## Module 9 Lab 1 :Hyperparameter Tuning Using Grid Search

**Objective:**
The objective of this assignment is to practice using the `GridSearchCV` class in scikit-learn for hyperparameter tuning. You will implement a grid search to find the optimal hyperparameters for a K-nearest neighbors (KNN) regression model using the California Housing Prices dataset.

**Instructions:**

**Hyperparameter Tuning and Grid Search:** Hyperparameter tuning is the process of finding the optimal values for the hyperparameters of a machine learning model to improve its performance. Hyperparameters are settings that are not learned from the data but are set before training the model. They control the behavior of the model and can significantly impact its performance. In contrast, parameters are learned from the data during the model training process. They are the coefficients or weights that the model adjusts to make predictions. Hyperparameter tuning helps find the best configuration for a model to achieve optimal performance on a given task.

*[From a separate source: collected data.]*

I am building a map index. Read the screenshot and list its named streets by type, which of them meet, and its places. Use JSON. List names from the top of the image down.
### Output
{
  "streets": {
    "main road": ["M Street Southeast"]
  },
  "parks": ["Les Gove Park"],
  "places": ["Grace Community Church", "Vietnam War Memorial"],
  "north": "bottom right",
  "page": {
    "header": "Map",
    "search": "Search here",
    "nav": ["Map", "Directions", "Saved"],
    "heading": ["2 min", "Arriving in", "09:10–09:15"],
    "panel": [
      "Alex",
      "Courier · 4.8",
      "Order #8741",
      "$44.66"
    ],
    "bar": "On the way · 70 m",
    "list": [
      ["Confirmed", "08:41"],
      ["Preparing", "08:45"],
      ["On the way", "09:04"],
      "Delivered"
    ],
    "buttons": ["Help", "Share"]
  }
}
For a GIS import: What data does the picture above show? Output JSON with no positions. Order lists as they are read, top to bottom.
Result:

**Implementation of GridSearchCV for KNN Regression:** In this assignment, you will complete the incomplete code for a grid search using the `GridSearchCV` class in scikit-learn to find the optimal hyperparameters for a KNN regression model. The KNN regression model predicts continuous target variables based on the values of the nearest neighbors in the feature space.

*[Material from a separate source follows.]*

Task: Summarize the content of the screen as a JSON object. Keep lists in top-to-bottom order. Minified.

**Analyzing the Results:** Analyze the results obtained from the grid search. Discuss the impact of the best hyperparameters found on the model's performance. Compare the results with the default hyperparameter settings of the KNN regression model. Interpret the best score obtained and assess the performance improvement achieved through hyperparameter tuning.

**Compare and Analyze the Results:** Once you have performed RandomizedSearchCV, compare and analyze the results with those obtained from GridSearchCV. Evaluate the impact of the alternative search method on the model's performance and the time taken for hyperparameter tuning. 

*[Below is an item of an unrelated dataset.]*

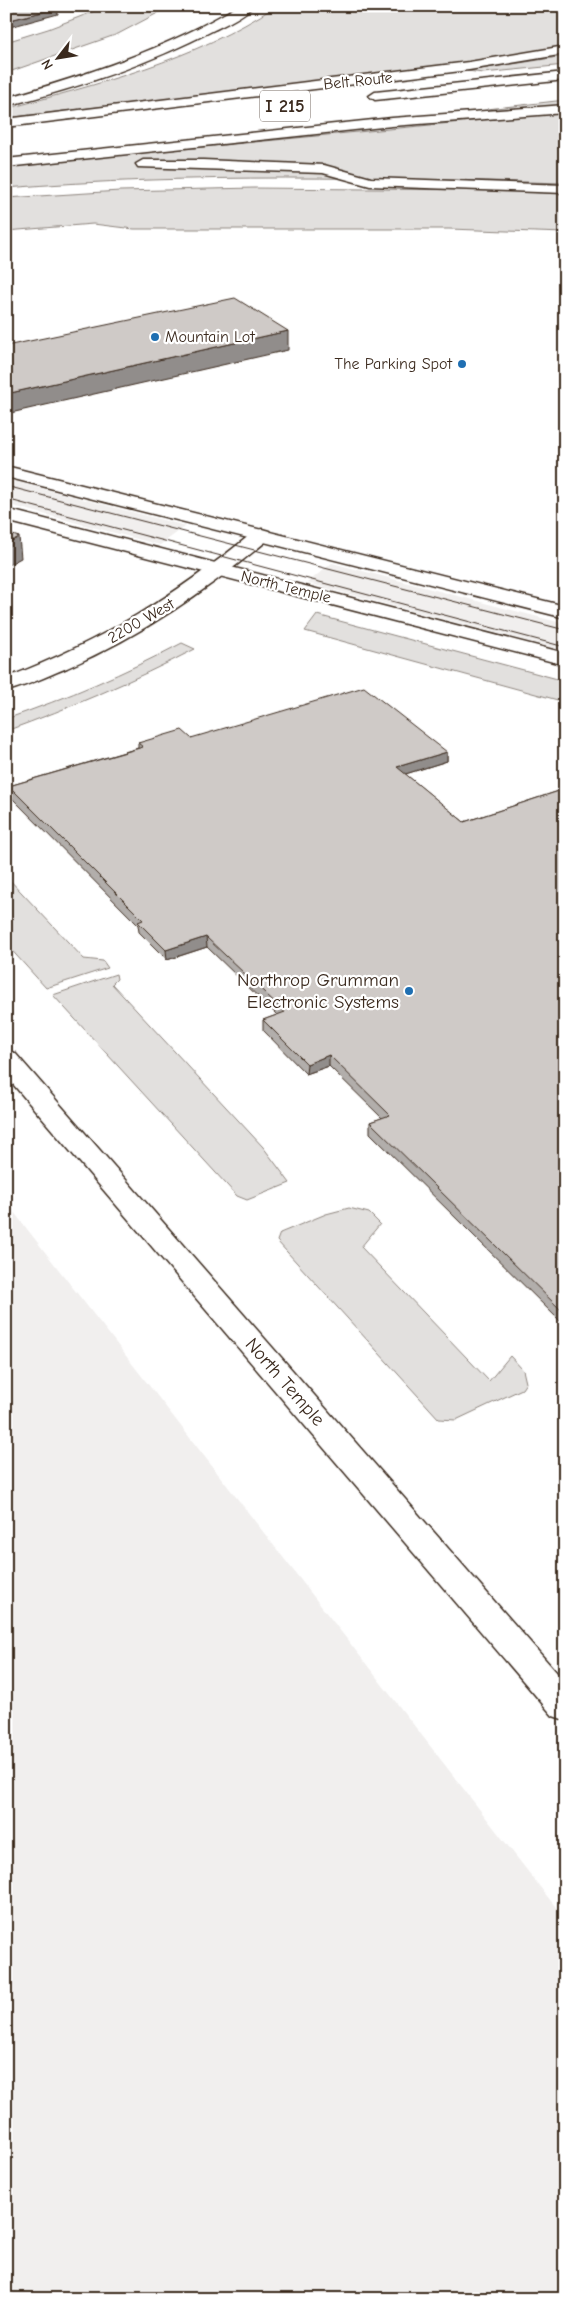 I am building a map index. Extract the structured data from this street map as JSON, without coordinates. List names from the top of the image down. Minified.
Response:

**Conclusion and Discussion:** Conclude your assignment by summarizing the key findings from both the GridSearchCV and RandomizedSearchCV. 

In [48]:
!pip3 install --upgrade pip
!pip3 install scikit-optimize



ERROR: To modify pip, please run the following command:
C:\Users\brenn\anaconda3\python.exe -m pip install --upgrade pip



Collecting pip
  Using cached pip-25.1.1-py3-none-any.whl.metadata (3.6 kB)
Using cached pip-25.1.1-py3-none-any.whl (1.8 MB)


In [49]:
import sklearn 
from sklearn.datasets import fetch_california_housing
from sklearn.model_selection import GridSearchCV, RandomizedSearchCV
from sklearn.neighbors import KNeighborsRegressor

**Loading the California Housing Dataset:** Start by loading the California Housing Prices dataset. You can use the `fetch_california_housing()` function from scikit-learn's datasets module to load the dataset. The dataset contains information about housing prices in different regions of California. It includes various features such as the average number of rooms, population, and median income. Separate the features and target variables appropriately.

In [51]:
# Load the California Housing dataset
data = fetch_california_housing() 
features = data.data
targets = data.target

**Setting up the GridSearchCV Object:** Initialize the KNN regressor model (`KNeighborsRegressor()`) and define a dictionary of hyperparameters. The hyperparameters dictionary should include the values you want to explore during the grid search. Then, set up the `GridSearchCV` object using the defined KNN regressor model, the hyperparameters dictionary, the scoring metric (use `'neg_mean_absolute_error'` for mean absolute error), and the number of CPU cores to utilize (`n_jobs=-1` to use all available CPU cores).

In [53]:
# Define the KNN regressor model
knn = KNeighborsRegressor() 

# Define the hyperparameters dictionary
hyperparameters = {'n_neighbors': [3, 5, 7],
                   'weights': ['uniform', 'distance'],
                   'p': [1, 2]}

**Fitting the GridSearchCV Object:** Fit the `GridSearchCV` object to the features and target variables using the `fit()` method. This will perform cross-validation with the specified hyperparameter combinations and evaluate the models using the negative mean absolute error (MAE) as the scoring metric.


In [55]:
# Set up the GridSearchCV object
gs = GridSearchCV(knn, hyperparameters, scoring='neg_mean_absolute_error', n_jobs=-1)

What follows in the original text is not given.